━━ Given data ━━

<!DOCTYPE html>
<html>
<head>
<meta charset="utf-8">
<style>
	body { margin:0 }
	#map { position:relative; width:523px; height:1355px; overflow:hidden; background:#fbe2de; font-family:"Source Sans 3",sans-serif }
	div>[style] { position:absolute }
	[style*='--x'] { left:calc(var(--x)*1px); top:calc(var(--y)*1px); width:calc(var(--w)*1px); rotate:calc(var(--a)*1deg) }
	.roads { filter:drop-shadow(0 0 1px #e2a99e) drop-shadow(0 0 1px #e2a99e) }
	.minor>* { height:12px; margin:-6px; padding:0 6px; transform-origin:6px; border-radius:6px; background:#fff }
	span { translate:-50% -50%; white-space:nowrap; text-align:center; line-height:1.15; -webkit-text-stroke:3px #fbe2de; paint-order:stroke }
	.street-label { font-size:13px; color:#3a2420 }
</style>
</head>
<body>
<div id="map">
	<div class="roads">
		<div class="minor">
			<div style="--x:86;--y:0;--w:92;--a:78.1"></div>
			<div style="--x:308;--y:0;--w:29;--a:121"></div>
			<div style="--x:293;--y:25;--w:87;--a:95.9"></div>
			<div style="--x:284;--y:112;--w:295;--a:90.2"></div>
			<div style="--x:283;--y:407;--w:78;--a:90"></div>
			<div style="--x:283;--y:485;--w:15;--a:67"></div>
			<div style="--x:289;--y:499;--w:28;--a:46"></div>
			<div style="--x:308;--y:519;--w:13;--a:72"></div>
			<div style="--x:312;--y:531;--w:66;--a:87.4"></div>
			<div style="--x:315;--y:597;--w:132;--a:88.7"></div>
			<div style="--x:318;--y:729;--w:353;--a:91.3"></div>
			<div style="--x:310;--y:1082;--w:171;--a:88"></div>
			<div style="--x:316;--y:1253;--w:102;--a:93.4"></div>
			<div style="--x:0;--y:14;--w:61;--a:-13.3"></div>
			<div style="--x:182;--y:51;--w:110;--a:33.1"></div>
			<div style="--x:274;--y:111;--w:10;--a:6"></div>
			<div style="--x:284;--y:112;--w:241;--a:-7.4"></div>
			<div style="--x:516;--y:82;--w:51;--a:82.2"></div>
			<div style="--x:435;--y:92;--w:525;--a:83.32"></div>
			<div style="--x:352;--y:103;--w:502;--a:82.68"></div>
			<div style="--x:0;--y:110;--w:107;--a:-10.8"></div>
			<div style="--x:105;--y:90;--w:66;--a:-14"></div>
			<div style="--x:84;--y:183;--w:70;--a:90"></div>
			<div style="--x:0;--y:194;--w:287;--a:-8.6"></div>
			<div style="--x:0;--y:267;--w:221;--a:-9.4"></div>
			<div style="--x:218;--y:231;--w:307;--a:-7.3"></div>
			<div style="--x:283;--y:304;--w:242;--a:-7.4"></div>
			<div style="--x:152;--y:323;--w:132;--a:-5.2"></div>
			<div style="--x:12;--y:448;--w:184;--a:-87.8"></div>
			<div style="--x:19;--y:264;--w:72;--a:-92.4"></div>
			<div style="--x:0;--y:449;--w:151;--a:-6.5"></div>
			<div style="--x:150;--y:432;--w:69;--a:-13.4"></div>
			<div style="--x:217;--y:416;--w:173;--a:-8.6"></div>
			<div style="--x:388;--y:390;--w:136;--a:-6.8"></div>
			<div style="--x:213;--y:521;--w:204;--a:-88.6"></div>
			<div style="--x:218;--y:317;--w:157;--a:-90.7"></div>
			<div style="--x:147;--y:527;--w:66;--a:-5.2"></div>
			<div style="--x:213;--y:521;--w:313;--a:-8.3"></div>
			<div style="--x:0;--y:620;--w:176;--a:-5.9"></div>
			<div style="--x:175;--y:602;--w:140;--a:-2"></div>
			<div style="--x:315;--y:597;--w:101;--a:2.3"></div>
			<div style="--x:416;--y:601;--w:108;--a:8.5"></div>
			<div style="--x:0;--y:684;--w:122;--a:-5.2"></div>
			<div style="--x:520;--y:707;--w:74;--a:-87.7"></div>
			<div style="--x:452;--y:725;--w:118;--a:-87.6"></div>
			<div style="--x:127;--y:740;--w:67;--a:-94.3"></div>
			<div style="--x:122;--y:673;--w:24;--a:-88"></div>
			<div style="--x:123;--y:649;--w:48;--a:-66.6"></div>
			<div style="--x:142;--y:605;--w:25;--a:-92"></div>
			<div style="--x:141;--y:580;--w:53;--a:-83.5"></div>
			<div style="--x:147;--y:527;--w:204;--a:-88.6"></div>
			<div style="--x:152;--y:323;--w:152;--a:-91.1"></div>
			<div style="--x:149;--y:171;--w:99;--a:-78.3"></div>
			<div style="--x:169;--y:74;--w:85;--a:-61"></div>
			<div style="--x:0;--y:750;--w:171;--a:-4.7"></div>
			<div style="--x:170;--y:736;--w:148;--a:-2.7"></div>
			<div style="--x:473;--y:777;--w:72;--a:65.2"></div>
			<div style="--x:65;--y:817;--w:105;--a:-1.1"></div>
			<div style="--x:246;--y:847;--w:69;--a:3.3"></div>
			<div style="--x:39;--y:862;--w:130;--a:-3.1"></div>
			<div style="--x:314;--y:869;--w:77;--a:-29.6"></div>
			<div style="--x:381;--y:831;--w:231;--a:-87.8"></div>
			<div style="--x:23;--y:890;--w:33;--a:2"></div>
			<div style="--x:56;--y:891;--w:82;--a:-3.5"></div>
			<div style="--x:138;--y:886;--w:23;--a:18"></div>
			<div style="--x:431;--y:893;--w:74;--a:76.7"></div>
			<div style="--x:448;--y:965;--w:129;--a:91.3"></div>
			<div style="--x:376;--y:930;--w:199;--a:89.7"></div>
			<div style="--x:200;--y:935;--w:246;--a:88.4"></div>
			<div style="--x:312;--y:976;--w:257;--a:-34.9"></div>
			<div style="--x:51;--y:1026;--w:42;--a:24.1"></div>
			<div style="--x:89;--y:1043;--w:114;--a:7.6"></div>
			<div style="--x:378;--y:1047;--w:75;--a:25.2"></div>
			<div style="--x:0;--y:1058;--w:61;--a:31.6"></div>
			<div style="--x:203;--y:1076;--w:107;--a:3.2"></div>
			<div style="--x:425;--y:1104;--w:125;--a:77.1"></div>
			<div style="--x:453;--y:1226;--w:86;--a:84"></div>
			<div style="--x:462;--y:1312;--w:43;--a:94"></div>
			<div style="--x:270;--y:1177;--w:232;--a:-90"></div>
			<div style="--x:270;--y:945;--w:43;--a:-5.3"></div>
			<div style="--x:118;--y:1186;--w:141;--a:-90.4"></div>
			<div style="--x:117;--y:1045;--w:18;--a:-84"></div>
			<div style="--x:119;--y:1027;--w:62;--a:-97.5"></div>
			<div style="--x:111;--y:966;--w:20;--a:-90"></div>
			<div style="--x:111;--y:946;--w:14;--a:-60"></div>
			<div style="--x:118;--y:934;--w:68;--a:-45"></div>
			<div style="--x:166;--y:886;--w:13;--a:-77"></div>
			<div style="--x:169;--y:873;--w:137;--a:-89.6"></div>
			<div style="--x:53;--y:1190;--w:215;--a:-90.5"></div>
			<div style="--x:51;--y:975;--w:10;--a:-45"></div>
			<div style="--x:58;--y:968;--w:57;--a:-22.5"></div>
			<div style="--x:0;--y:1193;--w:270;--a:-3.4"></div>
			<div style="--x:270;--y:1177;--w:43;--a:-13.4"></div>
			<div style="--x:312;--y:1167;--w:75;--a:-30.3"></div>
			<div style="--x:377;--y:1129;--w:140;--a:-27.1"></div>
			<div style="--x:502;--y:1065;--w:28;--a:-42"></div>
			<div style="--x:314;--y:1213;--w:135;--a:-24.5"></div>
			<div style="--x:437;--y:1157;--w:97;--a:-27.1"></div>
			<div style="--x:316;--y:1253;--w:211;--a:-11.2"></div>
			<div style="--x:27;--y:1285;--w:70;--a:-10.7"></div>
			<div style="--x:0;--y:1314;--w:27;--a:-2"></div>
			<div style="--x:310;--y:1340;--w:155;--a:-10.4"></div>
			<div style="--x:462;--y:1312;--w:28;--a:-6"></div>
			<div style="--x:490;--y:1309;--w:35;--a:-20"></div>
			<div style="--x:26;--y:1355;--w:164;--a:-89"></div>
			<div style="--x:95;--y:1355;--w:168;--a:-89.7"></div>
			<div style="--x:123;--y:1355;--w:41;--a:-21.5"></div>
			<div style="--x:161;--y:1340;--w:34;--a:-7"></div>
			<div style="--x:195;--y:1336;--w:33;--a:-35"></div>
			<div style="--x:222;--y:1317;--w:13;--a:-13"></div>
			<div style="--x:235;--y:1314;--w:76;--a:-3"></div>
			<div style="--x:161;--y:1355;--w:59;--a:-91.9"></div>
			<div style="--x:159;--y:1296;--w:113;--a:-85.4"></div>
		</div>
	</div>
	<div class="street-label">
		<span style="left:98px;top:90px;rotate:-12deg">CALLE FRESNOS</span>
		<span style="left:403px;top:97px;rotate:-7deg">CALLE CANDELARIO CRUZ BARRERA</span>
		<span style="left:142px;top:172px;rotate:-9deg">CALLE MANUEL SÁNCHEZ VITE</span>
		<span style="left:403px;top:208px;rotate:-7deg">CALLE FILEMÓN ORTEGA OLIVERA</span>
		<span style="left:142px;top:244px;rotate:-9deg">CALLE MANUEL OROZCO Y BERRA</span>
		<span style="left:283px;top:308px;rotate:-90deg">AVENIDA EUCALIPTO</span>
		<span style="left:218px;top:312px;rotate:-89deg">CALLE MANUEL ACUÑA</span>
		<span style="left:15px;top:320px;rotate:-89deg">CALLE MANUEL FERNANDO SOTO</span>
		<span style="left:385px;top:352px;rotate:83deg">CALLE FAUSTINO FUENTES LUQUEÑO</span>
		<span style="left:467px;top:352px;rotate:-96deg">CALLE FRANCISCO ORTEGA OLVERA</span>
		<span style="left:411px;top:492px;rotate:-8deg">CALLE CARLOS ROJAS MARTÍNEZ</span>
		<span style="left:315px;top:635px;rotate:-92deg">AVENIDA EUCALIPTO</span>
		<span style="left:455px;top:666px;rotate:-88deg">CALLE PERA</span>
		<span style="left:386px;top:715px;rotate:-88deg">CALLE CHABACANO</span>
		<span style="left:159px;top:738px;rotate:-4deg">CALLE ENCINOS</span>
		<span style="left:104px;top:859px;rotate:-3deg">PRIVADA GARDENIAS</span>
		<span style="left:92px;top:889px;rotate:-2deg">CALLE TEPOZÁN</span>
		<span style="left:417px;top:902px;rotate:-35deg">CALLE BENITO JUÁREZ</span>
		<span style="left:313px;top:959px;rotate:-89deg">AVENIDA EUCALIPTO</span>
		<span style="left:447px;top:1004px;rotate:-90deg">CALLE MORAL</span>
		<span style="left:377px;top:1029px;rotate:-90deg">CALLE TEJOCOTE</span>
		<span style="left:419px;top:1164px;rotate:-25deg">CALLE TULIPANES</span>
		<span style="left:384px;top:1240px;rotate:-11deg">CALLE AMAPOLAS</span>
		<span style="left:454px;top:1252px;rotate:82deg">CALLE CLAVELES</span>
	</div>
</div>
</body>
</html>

━━━

=== Problem to work on ===
Look through the data above. Copy every line with the string "position" in it.

=== Answer ===
	#map { position:relative; width:523px; height:1355px; overflow:hidden; background:#fbe2de; font-family:"Source Sans 3",sans-serif }
	div>[style] { position:absolute }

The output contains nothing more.